## Problem
Comb the records below for the string "Centella" and copy each line where it turns up.

Stored items
'''
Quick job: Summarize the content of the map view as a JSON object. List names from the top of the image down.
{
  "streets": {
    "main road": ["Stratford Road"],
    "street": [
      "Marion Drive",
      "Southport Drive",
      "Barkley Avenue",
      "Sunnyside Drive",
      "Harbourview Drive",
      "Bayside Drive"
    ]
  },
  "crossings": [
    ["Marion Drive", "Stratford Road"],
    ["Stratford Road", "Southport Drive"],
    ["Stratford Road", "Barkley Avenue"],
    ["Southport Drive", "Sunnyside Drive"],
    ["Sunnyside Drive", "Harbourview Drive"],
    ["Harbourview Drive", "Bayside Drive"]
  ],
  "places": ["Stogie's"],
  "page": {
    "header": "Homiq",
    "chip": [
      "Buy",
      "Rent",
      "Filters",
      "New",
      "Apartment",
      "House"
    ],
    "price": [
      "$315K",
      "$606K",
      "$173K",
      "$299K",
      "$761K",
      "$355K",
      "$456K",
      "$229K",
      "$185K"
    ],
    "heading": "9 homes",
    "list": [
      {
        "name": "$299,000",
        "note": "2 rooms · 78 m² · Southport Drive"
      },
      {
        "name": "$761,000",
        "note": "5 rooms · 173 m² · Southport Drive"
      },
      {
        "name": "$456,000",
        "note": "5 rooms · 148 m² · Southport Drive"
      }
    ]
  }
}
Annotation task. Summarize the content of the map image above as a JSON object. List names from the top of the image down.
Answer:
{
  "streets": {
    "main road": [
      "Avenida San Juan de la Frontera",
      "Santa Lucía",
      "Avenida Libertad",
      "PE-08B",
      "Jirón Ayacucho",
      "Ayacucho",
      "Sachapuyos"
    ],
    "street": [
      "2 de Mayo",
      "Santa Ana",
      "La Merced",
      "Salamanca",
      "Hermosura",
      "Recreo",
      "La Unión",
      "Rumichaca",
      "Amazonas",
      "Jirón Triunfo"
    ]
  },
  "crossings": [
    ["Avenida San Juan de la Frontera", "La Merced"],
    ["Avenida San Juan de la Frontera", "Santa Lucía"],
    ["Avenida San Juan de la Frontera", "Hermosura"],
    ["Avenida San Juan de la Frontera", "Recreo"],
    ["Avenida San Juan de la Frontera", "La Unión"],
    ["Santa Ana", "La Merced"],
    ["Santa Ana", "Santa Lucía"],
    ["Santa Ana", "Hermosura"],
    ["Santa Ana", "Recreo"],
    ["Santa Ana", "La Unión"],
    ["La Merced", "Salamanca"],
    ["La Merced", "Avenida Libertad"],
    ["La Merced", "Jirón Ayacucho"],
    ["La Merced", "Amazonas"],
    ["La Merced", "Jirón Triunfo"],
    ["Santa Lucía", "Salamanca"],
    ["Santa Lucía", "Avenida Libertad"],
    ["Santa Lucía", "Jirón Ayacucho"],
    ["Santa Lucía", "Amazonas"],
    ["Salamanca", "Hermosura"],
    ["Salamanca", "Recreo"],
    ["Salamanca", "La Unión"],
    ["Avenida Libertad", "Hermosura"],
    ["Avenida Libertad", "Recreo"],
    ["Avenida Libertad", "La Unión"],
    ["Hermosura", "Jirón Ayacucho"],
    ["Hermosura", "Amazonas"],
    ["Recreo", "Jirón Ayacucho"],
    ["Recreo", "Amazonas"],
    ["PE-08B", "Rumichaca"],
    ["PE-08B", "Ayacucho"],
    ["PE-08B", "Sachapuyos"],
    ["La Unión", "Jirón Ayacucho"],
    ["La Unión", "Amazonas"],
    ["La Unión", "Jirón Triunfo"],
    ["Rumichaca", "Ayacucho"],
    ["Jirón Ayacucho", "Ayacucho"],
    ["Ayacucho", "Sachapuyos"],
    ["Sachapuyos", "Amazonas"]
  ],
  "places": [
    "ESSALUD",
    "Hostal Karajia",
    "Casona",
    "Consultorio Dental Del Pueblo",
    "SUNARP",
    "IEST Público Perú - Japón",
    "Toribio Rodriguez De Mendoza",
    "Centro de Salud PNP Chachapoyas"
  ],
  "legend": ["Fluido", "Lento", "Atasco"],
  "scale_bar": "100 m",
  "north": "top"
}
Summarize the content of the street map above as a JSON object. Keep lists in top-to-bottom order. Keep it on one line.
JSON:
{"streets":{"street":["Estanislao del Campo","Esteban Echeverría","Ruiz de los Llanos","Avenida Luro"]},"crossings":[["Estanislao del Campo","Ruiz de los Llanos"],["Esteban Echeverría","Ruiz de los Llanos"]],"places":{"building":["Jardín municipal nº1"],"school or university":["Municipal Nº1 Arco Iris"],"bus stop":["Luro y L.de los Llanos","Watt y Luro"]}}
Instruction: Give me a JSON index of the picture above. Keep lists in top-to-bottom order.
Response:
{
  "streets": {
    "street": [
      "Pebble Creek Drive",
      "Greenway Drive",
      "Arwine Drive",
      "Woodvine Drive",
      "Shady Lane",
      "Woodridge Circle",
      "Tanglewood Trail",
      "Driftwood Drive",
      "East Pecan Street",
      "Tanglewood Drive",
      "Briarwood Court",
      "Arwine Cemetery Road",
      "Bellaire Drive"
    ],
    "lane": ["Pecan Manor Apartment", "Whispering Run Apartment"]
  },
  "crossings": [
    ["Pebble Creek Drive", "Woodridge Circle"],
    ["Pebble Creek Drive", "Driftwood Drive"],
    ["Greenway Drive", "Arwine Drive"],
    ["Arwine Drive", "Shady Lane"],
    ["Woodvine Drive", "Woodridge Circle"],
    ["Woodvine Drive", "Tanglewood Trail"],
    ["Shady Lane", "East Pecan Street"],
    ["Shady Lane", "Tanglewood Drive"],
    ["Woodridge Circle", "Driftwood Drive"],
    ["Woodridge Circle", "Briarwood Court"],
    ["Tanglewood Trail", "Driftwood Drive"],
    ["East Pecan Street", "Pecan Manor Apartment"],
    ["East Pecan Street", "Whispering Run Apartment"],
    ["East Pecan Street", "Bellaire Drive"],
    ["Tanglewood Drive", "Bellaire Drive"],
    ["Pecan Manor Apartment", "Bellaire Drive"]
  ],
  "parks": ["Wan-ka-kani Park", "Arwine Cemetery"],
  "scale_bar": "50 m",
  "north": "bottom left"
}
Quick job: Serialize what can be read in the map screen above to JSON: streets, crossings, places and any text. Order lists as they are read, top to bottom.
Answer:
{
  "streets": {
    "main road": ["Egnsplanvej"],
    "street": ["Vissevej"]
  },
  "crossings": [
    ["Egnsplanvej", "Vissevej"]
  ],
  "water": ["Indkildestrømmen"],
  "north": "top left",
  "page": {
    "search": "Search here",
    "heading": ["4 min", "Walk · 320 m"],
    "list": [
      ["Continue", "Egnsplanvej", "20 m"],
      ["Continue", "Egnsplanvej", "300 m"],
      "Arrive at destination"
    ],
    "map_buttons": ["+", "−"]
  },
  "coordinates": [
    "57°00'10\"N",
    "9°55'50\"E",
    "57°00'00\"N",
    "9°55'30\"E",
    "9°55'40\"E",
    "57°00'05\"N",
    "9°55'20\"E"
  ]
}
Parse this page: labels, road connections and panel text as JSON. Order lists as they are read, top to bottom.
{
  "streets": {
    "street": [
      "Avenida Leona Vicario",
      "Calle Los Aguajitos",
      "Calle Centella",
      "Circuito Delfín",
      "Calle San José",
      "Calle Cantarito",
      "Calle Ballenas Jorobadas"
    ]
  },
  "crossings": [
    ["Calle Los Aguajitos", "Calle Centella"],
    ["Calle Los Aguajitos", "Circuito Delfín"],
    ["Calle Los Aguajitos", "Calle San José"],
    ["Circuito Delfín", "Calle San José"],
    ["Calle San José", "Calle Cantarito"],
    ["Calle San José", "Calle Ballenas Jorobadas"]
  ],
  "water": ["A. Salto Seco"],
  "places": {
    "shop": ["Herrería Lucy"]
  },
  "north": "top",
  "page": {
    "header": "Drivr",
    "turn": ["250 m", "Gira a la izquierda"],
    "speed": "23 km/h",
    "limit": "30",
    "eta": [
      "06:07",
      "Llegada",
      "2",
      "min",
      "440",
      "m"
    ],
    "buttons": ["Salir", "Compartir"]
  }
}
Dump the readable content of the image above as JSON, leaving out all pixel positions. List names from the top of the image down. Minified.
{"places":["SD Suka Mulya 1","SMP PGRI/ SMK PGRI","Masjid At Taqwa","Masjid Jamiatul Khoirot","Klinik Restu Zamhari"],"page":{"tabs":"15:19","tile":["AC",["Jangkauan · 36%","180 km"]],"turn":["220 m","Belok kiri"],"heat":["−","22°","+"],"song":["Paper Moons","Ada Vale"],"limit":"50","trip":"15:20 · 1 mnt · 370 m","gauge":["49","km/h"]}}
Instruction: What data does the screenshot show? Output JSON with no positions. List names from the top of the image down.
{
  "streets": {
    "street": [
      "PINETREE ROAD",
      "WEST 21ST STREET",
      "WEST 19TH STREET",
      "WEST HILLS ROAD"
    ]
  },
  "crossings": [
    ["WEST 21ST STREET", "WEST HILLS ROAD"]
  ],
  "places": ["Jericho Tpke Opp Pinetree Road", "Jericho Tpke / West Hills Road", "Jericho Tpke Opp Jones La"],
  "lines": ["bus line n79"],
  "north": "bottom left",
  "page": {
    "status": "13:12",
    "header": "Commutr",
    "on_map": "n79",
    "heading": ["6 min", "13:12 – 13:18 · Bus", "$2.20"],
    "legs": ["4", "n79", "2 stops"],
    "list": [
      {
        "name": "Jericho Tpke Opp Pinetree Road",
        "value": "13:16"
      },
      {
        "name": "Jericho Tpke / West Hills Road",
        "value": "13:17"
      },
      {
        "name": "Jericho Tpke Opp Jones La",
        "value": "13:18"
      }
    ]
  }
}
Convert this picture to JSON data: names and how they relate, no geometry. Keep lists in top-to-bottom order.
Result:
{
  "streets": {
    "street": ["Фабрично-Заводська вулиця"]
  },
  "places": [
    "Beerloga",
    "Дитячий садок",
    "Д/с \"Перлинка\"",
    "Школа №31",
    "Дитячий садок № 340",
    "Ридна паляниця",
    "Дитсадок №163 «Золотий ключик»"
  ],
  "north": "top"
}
'''
## Answer to the problem
      "Calle Centella",
    ["Calle Los Aguajitos", "Calle Centella"],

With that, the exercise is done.